A Anup apontou diferenças entre os dados enviados em dezembro do ano passado e os números divulgados agora, principalmente em relação ao total de alunos considerados proficientes. A entidade aguarda explicações técnicas do Ministério da Educação (MEC) e do Instituto Nacional de Estudos e Pesquisas Educacionais Anísio Teixeira (Inep) antes de se posicionar.
A Abmes criticou a forma como o MEC e o Inep conduziram o exame, ressaltando que a primeira aplicação, em outubro de 2025, ocorreu sem que critérios importantes, como parâmetros de desempenho e consequências das notas, fossem divulgados antecipadamente. A associação afirma que definir essas regras depois da prova fere os princípios de transparência e segurança jurídica. Também é contra a aplicação imediata de punições, como restrição de vagas e impedimentos para novos alunos.
Para a Abmes, essa postura, sem período de adaptação, pode prejudicar a credibilidade do exame e causar insegurança jurídica e possíveis disputas judiciais. A entidade sugere que os resultados do Enamed 2025 sejam usados como um diagnóstico inicial para melhorar futuras edições, pedindo a suspensão imediata das sanções anunciadas.
No Palácio do Planalto, o ministro da Educação, Camilo Santana, comentou os resultados. Segundo ele, as medidas necessárias serão tomadas num processo de transição, sem prejudicar alunos. “Nosso objetivo é que as faculdades melhorem a qualidade da infraestrutura, monitoria e laboratórios para formar profissionais competentes neste país”, destacou.
Dos 351 cursos avaliados, 243 tiveram bom desempenho, com pelo menos 60% dos estudantes concluindo com proficiência.
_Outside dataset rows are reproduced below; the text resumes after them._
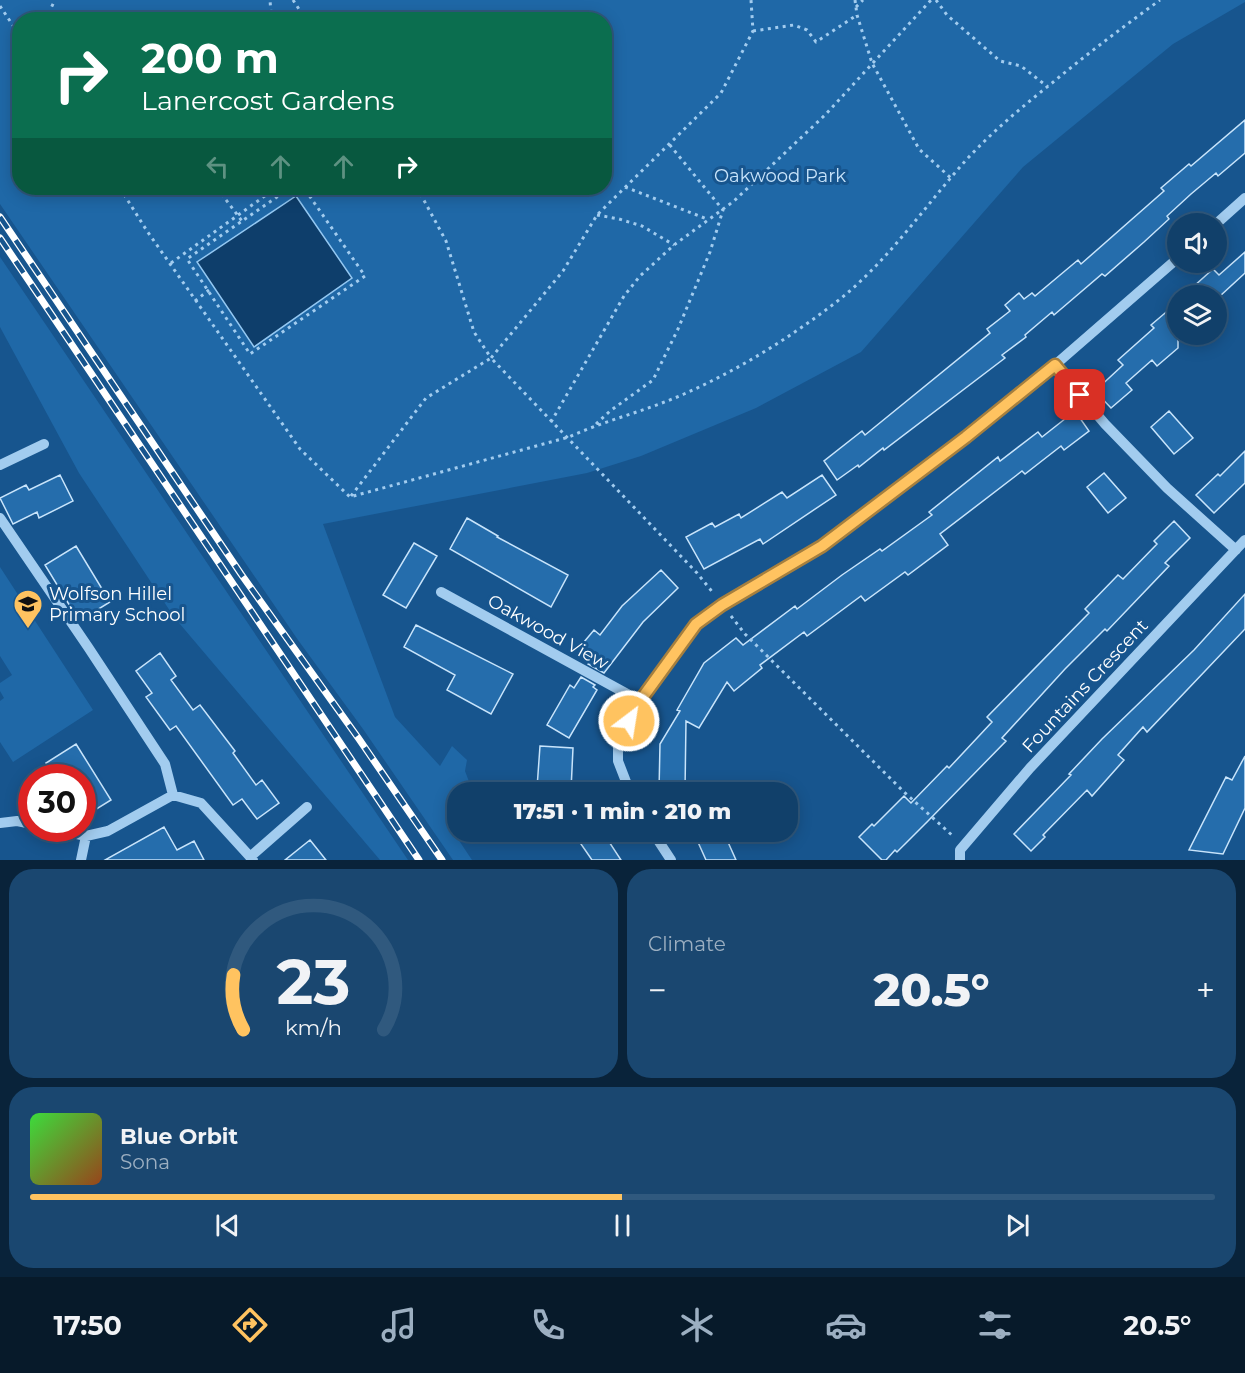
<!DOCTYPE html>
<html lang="en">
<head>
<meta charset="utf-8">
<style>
	:root { --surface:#11406a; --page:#1a4770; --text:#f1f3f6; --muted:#9cafc1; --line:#30597e; --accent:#ffc360 }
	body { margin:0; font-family:Montserrat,sans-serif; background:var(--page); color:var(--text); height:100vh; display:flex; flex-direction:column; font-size:22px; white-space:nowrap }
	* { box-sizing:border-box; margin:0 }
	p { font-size:20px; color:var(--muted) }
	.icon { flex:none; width:33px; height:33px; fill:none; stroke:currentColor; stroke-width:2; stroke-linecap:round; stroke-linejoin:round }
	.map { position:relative; height:860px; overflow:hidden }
	.drawer { display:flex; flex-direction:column; gap:9px; padding:9px; background:#09233a; flex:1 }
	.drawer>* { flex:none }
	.hud { position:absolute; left:12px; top:12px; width:600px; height:183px; border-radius:24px; box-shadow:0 3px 15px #0003,0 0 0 2px var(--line); background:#0b6e4f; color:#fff; overflow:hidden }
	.tools { position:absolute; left:1167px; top:213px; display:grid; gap:12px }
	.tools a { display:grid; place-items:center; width:60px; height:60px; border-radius:50%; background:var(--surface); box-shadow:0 3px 15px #0003,0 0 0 2px var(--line); font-size:30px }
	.speed { position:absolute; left:18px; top:764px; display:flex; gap:12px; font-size:30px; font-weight:700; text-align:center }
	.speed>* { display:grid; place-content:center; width:78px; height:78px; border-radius:50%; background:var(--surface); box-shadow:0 3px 15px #0003,0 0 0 2px var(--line); line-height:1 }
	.speed .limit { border:9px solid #d22; background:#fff; color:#111 }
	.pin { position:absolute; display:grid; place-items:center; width:51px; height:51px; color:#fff; margin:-26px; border-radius:12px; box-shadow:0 3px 9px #0006 }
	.me { position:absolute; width:66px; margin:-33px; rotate:31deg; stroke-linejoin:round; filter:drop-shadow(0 0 4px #0008) }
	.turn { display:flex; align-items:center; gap:21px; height:126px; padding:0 30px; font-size:27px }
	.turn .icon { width:78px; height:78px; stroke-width:2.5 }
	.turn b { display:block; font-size:42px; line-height:51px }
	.lanes { display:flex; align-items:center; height:57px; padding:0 30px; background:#0003; justify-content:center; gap:30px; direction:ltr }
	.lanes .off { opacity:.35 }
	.big { font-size:45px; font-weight:800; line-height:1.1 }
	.drawer .tile { flex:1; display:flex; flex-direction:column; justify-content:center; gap:9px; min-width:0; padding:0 21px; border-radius:24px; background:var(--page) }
	.drawer .dial { align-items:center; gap:0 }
	.dial svg { height:156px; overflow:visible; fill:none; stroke:var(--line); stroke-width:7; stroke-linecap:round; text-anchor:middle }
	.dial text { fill:var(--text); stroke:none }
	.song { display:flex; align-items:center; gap:18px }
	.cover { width:72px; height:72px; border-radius:9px; background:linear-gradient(135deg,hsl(120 70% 55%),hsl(20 70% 35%)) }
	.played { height:6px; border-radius:3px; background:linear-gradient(90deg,var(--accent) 50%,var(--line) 50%) }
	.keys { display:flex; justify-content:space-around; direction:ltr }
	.heat { display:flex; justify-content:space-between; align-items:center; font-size:33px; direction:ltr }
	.drawer .tiles { flex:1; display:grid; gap:9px; grid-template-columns:1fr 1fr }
	.tile:last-child { grid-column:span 2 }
	.trip { position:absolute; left:447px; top:782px; width:351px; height:60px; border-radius:24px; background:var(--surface); box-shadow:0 3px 15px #0003,0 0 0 2px var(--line); font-weight:800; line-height:60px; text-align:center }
	.tabs { display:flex; height:96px; justify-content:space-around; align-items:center; background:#071a2a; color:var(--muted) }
	.tabs .icon { width:42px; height:42px }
	.tabs .active { color:var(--accent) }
	.tabs b { font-size:27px; color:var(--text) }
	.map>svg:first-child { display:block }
</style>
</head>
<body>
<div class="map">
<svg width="1245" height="860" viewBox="0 0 1245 860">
	<rect width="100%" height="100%" fill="#17558e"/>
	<path fill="#1f68a7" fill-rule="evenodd" d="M0,0H1245V2L1173,44L1023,167L861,352L756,408L641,456L587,473L323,524L395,717L440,766L452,746L467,760L465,771L473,792H458V831H467L456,836L472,860H453L363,729L298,640L0,204ZM20,20H604V188H20Z
		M0,257L408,860H380L174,617L79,473L0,327Z
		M0,567L93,710L13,762L0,742V701L4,698L0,691V683L12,675L0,656Z"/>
	<path fill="#0e3e6b" stroke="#94c8f2" stroke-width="1.5" d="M296,196L352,278L254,347L197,262Z"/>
	<path fill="#256dac" stroke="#c8e4fb" stroke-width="1.5" d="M1245,120V153L1218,176L1216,173L1191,194L1167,216L1169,219L1144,242L1105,276L1102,274L1054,315L1052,312L1025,335L1026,337L1002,355L1005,358L884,450L883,448L859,467L858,465L837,480L824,461L862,431L865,435L990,333L987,329L1010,311L1005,305L1019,293L1024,299L1032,293L1035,296L1078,260L1081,264L1164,191L1161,188L1189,164L1191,166Z
		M1245,252V273L1220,296H1183L1213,269L1219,275Z
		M1178,302V348L1157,366L1152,360L1126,383L1132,390L1111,408L1095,391L1123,365L1118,360L1154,328L1151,325Z
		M1075,411L1089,431L1064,450L1061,446L1025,474L1022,471L940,534L948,545L908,575L905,572L865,601L861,596L807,636L804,632L760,665L762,668L734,691L727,682L699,728L686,721L685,791H659L660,744L680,711L677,710L704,663L736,638L743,645L795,606L797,609L842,575L880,549L882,551L932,515L929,512L998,457L1000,461L1038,432L1042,437Z
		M1169,411L1193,438L1174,454L1151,427Z
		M1245,451V483L1214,513L1196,495L1218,474L1220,476Z
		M1104,473L1126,498L1108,513L1087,487Z
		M60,475L73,501L39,518L37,512L13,524L0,498L26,485L29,490Z
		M822,475L836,495L763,544L760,539L704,569L686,537L712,523L715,527L739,514L741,518L782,492L787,498Z
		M467,518L498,536L497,537L568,575L551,607L450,549Z
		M1174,521L1190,538L1165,563L1169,566L1107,631L1105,629L1065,669L1002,738L1006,741L928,821L897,852L895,850L886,860H882L859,837L872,824L874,826L904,796L911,803L947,766L949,768L992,722L987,717L1089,613L1085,609L1118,575L1123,579L1157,544L1154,541Z
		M414,543L437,556L406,608L383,595Z
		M76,546L110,602L79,621L45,565Z
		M661,570L678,588L643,622L604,673L588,664L592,658L579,648L594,630L600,635L622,606Z
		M1245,594V629L1147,732L1143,727L1118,755L1124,760L1092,796L1087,790L1043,835L1045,837L1031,851L1014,834L1071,775L1069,774L1102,739L1194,650Z
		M416,625L513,674L491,714L447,690L455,675L404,647Z
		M160,653L176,676L171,680L193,710L200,705L235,751L233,753L256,785L262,780L279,803L257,819L242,799L233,805L176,726L170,730L146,697L152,693L136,671Z
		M581,677L595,685L593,687L597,690L569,738L547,725L570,685L574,688Z
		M76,744L111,800L82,818V777H55L46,763Z
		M540,746L573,748L571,790L537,788Z
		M1245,756V808L1223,854L1189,850L1226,777L1232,780Z
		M164,827L177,850L194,841L204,860H105Z
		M572,831H602L621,860H592Z
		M693,831H723L736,860H706Z
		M310,840L326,860H285Z"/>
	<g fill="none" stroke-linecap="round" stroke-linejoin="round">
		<path stroke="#a2ccef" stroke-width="3" stroke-dasharray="3 4.5" stroke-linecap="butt" d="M293,0L306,20
			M855,0L857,15L872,63L919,149L952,179
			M936,0L947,15L1000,61L1021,66L1048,87
			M0,6L20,36
			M856,7L863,0
			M45,20L55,0
			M269,20L271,13L270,0
			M753,31L794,25L807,30L816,42L857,15
			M625,187L707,219
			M120,188L147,231L300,449L350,497L569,437C606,420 646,411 684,394C738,370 788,339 835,303C887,263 924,207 967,159C993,131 1022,107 1052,83C1087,54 1123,27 1160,0
			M217,188L242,221
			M290,188L187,259L250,354L365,276L304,188
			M327,188L333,193C357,192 387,196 410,188L420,193L446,241L474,332L491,358L563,271L597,215L721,93L753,31L751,0
			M597,215L619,219L642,226L674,245
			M171,263L276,188
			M195,301L209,290
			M551,422L624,296L640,276L674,245L734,201L825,115L931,0
			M596,424L610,411L653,380L678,329L710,252L723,210L669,144
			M351,496L426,398L491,358L697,573L714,594
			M731,616L745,634L904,792L954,837"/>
		<path stroke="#a2ccef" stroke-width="10" d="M1216,224L1245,198
			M1055,365L1105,424L1167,488L1236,550
			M0,465L44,444
			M0,518L88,647L165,764L173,795L108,831L86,836L50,828
			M441,592L640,701
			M630,792L618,761V741L640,701L696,624L722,605L822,546L966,437L1055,365L1178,258
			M173,795L201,803L253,860
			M0,823L17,821L32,824
			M652,831L671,860
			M250,857L307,807
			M81,860L86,836
			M960,860V850L1030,768L1245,540"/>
		<g stroke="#fff" stroke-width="7">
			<path id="rail" d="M0,217L241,574L359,739L442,860
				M0,238L419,860"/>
		</g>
		<use href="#rail" stroke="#17558e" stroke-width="4.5" stroke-dasharray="14" stroke-linecap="butt"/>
	</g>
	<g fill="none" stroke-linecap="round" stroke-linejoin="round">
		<g stroke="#a67f3e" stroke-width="15">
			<path id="route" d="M629,721L640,701L696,624L722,605L822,546L966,437L1055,365L1080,395"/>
		</g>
		<use href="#route" stroke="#ffc360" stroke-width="10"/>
	</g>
	<defs>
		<g id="school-pin" transform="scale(1.5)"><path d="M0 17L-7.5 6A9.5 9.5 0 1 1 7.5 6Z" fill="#ffc360" stroke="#17558e"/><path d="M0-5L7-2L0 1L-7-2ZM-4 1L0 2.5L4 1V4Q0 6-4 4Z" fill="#111"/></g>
	</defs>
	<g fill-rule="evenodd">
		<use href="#school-pin" x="28" y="604"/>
	</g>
	<g text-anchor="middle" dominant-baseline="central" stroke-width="6" stroke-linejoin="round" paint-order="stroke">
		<g font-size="18" fill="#c8e4fb" stroke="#17558e">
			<text x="780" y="176">Oakwood Park</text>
		</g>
		<g font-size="18" fill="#fff" stroke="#17558e" text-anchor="start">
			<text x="49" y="594">Wolfson Hillel<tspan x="49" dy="21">Primary School</tspan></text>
		</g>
		<g font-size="18" fill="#fff" stroke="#17558e">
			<text transform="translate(548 632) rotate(29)">Oakwood View</text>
			<text transform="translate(1085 686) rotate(-47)">Fountains Crescent</text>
		</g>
	</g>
</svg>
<div class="tools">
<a><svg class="icon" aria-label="sound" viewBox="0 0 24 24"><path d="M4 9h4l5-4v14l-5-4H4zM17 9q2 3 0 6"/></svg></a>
<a><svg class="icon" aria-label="layers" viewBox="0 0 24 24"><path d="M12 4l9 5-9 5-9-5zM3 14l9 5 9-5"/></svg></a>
</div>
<div class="speed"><div class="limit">30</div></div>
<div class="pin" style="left:1080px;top:395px;background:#d93025"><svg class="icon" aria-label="arrive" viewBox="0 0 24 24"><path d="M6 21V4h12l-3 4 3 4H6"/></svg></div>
<svg class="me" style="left:629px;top:721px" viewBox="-20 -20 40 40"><circle r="17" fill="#ffc360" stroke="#fff" stroke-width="3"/><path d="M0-11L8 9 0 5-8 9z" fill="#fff"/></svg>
<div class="trip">17:51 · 1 min · 210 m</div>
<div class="hud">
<div class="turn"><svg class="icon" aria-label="right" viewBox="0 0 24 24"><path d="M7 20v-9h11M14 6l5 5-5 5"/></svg><div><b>200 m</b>Lanercost Gardens</div></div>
<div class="lanes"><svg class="icon off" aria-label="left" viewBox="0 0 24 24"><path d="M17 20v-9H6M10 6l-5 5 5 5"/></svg><svg class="icon off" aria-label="ahead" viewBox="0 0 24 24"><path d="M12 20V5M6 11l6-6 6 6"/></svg><svg class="icon off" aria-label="ahead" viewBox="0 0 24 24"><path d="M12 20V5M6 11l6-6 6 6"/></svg><svg class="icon" aria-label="right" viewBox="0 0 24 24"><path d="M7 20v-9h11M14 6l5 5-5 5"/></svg></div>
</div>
</div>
<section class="drawer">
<div class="tiles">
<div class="tile dial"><svg viewBox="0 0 100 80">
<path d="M14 69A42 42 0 1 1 86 69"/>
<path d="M14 69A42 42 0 0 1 9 41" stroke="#ffc360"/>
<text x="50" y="56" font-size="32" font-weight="700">23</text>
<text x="50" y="72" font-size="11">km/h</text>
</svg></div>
<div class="tile"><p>Climate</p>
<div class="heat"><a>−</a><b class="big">20.5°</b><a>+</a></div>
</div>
<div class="tile">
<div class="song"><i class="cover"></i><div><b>Blue Orbit</b><p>Sona</p></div></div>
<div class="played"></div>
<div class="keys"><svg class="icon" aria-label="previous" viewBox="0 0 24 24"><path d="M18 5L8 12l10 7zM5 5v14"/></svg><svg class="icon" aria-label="pause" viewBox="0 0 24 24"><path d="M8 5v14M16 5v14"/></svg><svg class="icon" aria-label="next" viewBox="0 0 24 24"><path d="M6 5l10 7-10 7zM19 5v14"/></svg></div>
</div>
</div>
</section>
<nav class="tabs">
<b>17:50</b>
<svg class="icon active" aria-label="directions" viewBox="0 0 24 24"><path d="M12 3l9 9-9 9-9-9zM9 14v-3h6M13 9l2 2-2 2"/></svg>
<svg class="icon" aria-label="music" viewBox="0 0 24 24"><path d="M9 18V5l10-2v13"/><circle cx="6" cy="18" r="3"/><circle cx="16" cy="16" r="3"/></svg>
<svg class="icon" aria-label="phone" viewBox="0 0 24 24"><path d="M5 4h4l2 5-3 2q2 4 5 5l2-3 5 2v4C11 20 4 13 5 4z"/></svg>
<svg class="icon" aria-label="climate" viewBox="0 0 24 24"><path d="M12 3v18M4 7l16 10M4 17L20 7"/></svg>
<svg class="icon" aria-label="car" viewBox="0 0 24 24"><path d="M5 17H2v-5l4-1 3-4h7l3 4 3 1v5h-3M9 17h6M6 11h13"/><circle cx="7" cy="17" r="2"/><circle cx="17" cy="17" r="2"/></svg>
<svg class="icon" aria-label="filters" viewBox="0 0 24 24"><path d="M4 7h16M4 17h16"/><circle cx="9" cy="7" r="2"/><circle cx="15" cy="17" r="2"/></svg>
<b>20.5°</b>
</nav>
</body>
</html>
Outros 107 foram mal avaliados, e um curso não foi avaliado devido ao baixo número de concluintes inscritos.
As melhores notas vieram das instituições federais, com média de 83,1% de proficiência entre 6.502 estudantes, e das estaduais, com 86,6% entre 2.402 inscritos. Já as redes municipais e privadas com fins lucrativos apresentaram os piores resultados: 49,7% para 944 estudantes municipais e 57,2% para 15.409 alunos da rede privada.